Context effects in survey ratings of health, symptoms, and satisfaction

Archived Abstract of Former PSC Researcher

Stone, A.A., J.E. Broderick, J.E. Schwartz, and Norbert Schwarz. 2008. "Context effects in survey ratings of health, symptoms, and satisfaction." Medical Care, 46(7): 662-667.

Background: Survey self-reports of health status, symptoms (pain and fatigue), and life satisfaction often serve as outcomes in clinical trials. Prior studies have shown, however, that such reports can be subject to context effects, which could threaten their validity. Research Design: We examined the impact of 2 context effects: the effect of the reporting period associated with a question (No Period Specified; Last Month; Right Now) and the effect of whom the respondent compared themselves to in answering a question (None Specified; Compared with Others in the US; Compared with 20-Year-Olds).
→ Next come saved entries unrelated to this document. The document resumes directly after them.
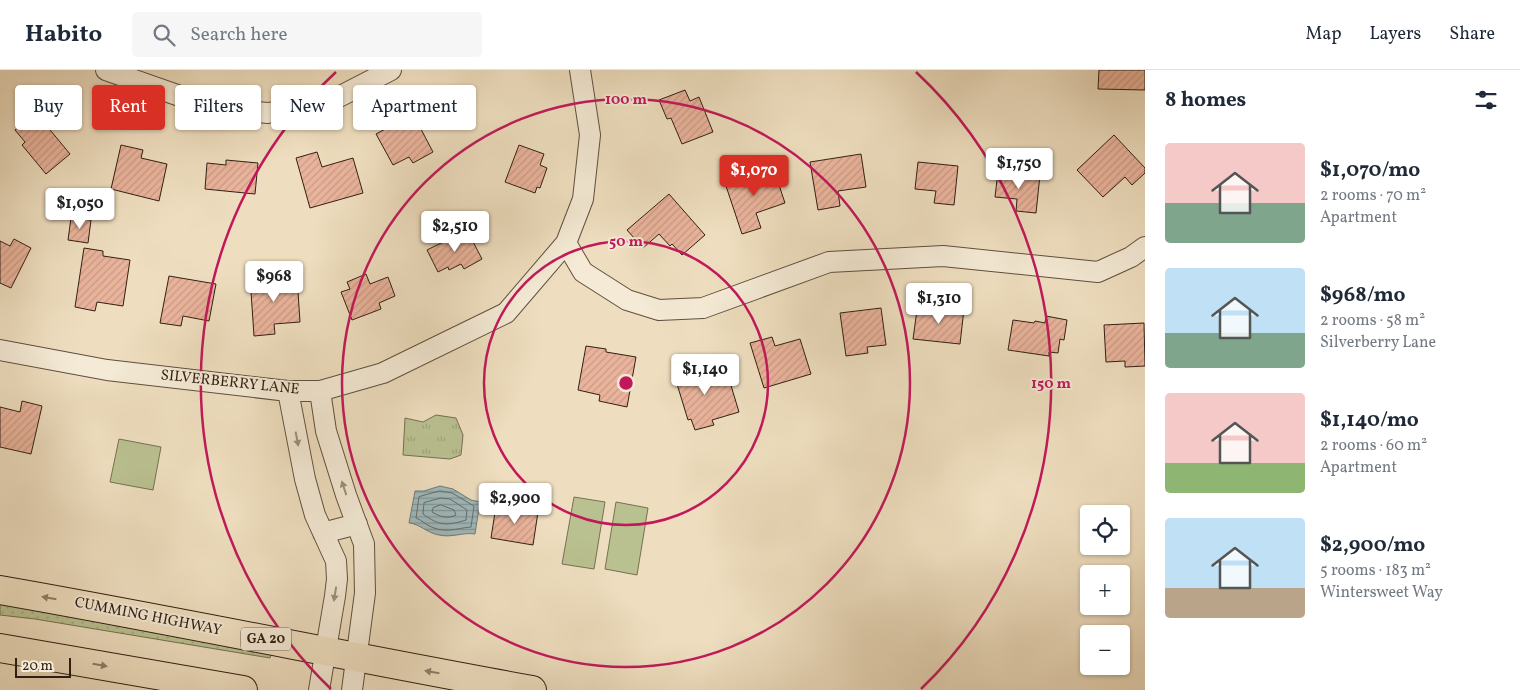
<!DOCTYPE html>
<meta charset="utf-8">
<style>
:root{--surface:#fff;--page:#f6f6f7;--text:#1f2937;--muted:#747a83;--line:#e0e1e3;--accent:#d93025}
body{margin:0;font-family:Vollkorn,serif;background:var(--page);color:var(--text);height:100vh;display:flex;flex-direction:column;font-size:19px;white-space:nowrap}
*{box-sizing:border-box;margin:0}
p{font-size:16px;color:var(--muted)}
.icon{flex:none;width:28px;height:28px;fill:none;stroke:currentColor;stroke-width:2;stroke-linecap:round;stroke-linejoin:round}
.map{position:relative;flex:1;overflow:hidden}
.drawer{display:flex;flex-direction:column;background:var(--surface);width:375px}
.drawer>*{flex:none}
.hud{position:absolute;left:15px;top:15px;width:475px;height:45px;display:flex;gap:10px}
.fabs{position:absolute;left:1080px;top:435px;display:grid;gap:10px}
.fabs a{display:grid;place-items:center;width:50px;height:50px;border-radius:5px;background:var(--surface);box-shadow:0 1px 4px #0004;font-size:25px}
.scale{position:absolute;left:15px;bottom:12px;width:56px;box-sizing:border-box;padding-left:5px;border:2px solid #311f13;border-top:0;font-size:14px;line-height:18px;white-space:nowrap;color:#311f13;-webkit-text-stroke:4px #f4ead5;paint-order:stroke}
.price{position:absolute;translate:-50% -42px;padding:0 11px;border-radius:5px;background:#fff;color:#222;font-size:16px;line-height:32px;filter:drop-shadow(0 1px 2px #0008)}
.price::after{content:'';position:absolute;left:50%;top:30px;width:15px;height:11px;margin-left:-8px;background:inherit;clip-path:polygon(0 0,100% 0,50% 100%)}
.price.active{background:var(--accent);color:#fff}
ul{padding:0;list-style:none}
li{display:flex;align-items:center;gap:15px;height:125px;padding:0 20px}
li span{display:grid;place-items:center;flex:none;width:140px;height:100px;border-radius:5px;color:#555}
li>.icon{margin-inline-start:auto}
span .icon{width:60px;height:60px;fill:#fffc;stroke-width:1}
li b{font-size:21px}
h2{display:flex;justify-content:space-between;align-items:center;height:60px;padding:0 20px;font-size:21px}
.pill{padding:0 18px;border-radius:5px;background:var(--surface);box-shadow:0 1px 4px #0004;font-size:18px;line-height:45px}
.pill.active{background:var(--accent);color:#fff}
header{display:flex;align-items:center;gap:30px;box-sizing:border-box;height:70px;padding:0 25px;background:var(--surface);border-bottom:1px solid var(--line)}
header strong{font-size:24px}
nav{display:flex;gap:28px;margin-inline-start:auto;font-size:18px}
.search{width:350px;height:45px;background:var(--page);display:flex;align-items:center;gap:12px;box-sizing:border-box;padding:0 18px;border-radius:5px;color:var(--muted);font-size:19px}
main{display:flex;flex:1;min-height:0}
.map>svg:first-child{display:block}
</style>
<header>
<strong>Habito</strong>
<div class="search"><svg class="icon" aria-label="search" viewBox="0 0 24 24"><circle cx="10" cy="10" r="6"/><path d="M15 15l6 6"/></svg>Search here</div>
<nav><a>Map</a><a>Layers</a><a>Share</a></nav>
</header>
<main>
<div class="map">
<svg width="1145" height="620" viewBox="0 0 1145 620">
<defs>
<pattern id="grass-dots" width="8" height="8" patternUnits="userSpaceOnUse" patternTransform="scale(1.25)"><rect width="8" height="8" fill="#bac191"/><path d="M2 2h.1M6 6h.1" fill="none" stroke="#a0a57c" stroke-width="1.8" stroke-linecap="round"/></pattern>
<pattern id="park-tufts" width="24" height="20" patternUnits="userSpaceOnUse" patternTransform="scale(1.25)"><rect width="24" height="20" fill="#bac191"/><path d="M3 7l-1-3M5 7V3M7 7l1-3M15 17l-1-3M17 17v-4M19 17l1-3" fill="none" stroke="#a0a57c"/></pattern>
<pattern id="water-rules" width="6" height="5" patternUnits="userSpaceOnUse" patternTransform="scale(1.25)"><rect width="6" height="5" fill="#9eb9bd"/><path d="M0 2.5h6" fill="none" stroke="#819698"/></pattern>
<pattern id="building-hatch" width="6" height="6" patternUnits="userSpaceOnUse" patternTransform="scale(1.25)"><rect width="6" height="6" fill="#eab49c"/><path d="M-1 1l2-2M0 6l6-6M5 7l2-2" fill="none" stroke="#c99a86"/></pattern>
</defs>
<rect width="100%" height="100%" fill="#eedebf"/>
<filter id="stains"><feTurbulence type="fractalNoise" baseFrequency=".004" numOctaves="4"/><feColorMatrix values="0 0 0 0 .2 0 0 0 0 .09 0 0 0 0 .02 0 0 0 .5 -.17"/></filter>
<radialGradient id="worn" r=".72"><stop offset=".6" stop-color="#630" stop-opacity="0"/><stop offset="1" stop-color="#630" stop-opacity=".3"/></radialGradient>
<path fill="url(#grass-dots)" stroke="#767052" d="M0,528l273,50 -3,10 -235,-39 -35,-4z"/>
<path fill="url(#park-tufts)" stroke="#767052" d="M436,345l20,3 7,17 -2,20 -11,4 -47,-4 2,-37 18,4z"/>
<path fill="#bac191" stroke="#767052" d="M119,369l42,8 -8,43 -43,-8z
M574,427l31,5 -11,67 -32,-5z
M616,432l32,6 -11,67 -32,-6z"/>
<path fill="url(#water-rules)" stroke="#727b79" d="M440,416l13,3 18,11 9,2 -5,32c-12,-2 -23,4 -36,1 -12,-2 -19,-11 -30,-12l6,-32h9z"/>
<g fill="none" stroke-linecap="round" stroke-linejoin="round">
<path stroke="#686c68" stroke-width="1" d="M440,421l12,2 22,13 -3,21c-13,1 -24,6 -37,1 -7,-2 -12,-8 -18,-10l3,-21z
M441,428l9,1 17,11 -1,10c-19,6 -27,6 -43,-6l1,-11z
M441,435l13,5 2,5c-8,4 -16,2 -24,-3l1,-4z"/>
</g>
<path fill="url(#building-hatch)" stroke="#311f13" d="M1099,0h46v20l-47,-1z
M685,20l5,11 9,-4 14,35 -31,12 -11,-26 -4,1 -8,-19z
M413,44l20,38 -20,11 -4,-6 -16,8 -17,-31z
M34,46l9,11 3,-2 24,29 -24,20 -24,-29 3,-3 -10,-12z
M1114,65l31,33v5l-13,12 -7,-8 -22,20 -26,-27z
M121,75l22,5 -2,8 26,6 -8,37 -48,-12z
M519,75l25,9 -4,11 7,3 -7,20 -3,-1 -2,6 -30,-11z
M317,82l5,15 31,-9 10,35 -53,15 -14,-50z
M861,84l5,33 -28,4 2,15 -22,4 -8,-48z
M226,90l32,3 -3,31 -50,-5 2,-26 19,2z
M918,92l40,4 -4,39 -20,-2 2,-12 -21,-2z
M773,97l12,36 -29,10 5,15 -19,6 -17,-51z
M998,101l42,4 -4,38 -20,-2 1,-12 -22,-2z
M669,124l36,41 -23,20 -10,-11 -2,2 -11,-12 -16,14 -16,-18z
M71,148l20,2 -3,23 -20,-3z
M467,160l15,29 -18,10 -3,-5 -12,6 -1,-3 -10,5 -11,-22z
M14,169l17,9 -20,40 -11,-5v-42l10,5z
M84,178l19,3v5l27,4 -7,46 -26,-4 -2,9 -20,-4z
M366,204l4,10 18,-7 7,19 -16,7 2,6 -29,11 -11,-28 9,-3 -3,-7z
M169,206l47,8 -7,37 -26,-5 -2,10 -21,-3z
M269,206l1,2 27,-1 3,45 -26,2 1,10 -21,2 -4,-59z
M923,236l41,3 -4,35 -47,-5 4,-29h6z
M881,238l5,37 -19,2 1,6 -22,3 -6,-43z
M1046,246l21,4 -3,20 -4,-1 -2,14 -9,-1v4l-41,-6 5,-30 21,3 1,-2 10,2z
M1144,253l1,43 -20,1v-6l-19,1 -2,-37z
M772,267l3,9 25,-7 11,35 -47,14 -14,-45z
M586,276l20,3v3l30,5 -9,50 -28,-6 1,-6 -22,-5z
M697,294l4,12 25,-7 13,43 -27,8 2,5 -19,5 -4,-11 -3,1 -15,-49z
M22,331l20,5 -11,48 -31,-7v-40l20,5z
M496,436l42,6 -5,33 -42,-7z"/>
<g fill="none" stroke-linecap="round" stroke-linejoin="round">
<g stroke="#604f3e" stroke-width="22">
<path id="minor" d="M106,0l108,38 54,5 59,-10 64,-33
M566,173l17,29 44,28 32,10 44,-2 126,-46 114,-6 155,16 33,-15 14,-10
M0,280l107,20 181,21h32l63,-18 123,-60 60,-70 17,-44 7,-64 -10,-65
M288,321l17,88 10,36 21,46 1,18 -2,17 -16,94
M320,321l6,40 20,64 18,49 1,49 -13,97
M323,463l34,-9"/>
</g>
<g stroke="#311f13" stroke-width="30">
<path id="highway" d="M0,520c178,31 354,68 532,100
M0,578l243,42"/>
</g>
<use href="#minor" stroke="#f4ead5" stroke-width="20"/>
<use href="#highway" stroke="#eedebf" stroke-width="28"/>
</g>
<defs><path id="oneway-solid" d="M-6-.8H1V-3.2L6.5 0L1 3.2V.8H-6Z" transform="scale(1.25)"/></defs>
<g fill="#9c8f7e">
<use href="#oneway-solid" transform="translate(297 369) rotate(79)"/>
<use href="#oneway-solid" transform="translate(344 418) rotate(-108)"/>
<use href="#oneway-solid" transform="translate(335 524) rotate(99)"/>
</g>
<g fill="#907e69">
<use href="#oneway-solid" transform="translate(49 528) rotate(-170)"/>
<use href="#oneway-solid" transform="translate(100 595) rotate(10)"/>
<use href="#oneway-solid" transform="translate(432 602) rotate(-170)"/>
</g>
<g fill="none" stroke="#c2185b" stroke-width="2.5">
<circle cx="626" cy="313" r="142"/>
<circle cx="626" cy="313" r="284"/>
<path d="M331 619A425 425 0 0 1 336 2M916 2A425 425 0 0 1 921 619"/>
</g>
<g text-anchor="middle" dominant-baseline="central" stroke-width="4" stroke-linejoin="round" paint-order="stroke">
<rect fill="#f4ead5" stroke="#6c5c4d" stroke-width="1" x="241" y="557.5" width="50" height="23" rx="4"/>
<g font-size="14" font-weight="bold" fill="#311f13">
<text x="266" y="569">GA 20</text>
</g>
<g font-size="15" fill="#311f13" stroke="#f4ead5">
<text transform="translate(230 313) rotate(6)">SILVERBERRY LANE</text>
<text transform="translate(148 547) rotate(11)">CUMMING HIGHWAY</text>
</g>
</g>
<circle cx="626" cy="313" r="8" fill="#c2185b" stroke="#f4ead5" stroke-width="2.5"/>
<g font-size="15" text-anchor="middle" font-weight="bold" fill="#c2185b" stroke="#f4ead5" stroke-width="4" stroke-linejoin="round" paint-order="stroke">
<text x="626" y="34">100 m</text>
<text x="626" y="176">50 m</text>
<text x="1051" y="318">150 m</text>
</g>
<rect width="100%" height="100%" filter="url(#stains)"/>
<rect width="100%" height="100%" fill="url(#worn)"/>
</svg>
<div class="fabs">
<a><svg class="icon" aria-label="locate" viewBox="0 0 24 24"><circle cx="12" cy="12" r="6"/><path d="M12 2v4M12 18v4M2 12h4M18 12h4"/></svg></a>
<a>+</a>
<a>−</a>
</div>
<div class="scale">20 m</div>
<b class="price" style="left:1019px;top:120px">$1,750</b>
<b class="price active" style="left:754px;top:127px">$1,070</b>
<b class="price" style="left:80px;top:160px">$1,050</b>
<b class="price" style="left:455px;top:183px">$2,510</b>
<b class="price" style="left:274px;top:233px">$968</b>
<b class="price" style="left:939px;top:255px">$1,310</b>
<b class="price" style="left:705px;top:326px">$1,140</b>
<b class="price" style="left:515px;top:455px">$2,900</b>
<div class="hud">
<a class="pill">Buy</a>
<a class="pill active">Rent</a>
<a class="pill">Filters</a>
<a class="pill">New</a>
<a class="pill">Apartment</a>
</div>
</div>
<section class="drawer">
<h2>8 homes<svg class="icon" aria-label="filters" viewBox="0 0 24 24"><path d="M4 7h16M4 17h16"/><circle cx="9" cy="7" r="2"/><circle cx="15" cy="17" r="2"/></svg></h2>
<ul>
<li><span style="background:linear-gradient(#f6c9c9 60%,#7fa58c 0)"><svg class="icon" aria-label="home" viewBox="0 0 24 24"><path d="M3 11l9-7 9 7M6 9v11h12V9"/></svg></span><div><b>$1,070/mo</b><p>2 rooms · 70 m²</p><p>Apartment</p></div></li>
<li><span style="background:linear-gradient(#bfe0f5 65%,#7fa58c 0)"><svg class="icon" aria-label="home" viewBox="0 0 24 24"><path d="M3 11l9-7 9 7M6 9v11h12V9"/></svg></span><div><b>$968/mo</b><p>2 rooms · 58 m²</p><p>Silverberry Lane</p></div></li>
<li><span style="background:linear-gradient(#f6c9c9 70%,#8fb573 0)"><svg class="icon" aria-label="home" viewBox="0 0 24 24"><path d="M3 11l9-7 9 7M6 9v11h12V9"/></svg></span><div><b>$1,140/mo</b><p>2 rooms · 60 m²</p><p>Apartment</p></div></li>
<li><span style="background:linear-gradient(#bfe0f5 70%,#b9a48a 0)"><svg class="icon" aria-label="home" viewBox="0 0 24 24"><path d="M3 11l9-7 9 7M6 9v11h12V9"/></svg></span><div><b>$2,900/mo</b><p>5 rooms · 183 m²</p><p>Wintersweet Way</p></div></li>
</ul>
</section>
</main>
Results: One thousand four hundred seventy-one community adults aged 20 through 70 years, who were members of an internet panel, responded to I of 9 questionnaires formed by crossing the 2 context variables. A significant effect of Reporting Period was observed indicating that higher levels of Pain and Fatigue were associated with the I-Month reporting period. When no reporting period was specified, symptom levels were equivalent to the Right Now levels of symptoms. Reporting Period had no effect on the other outcomes. Educational level did not interact with these main effects, with I exception. None of the predicted effects were found for Comparison Group, although Pain was significantly associated with this factor. Conclusions: Reporting period in survey questions is a factor that influences responses and should be considered by survey researchers in their study designs.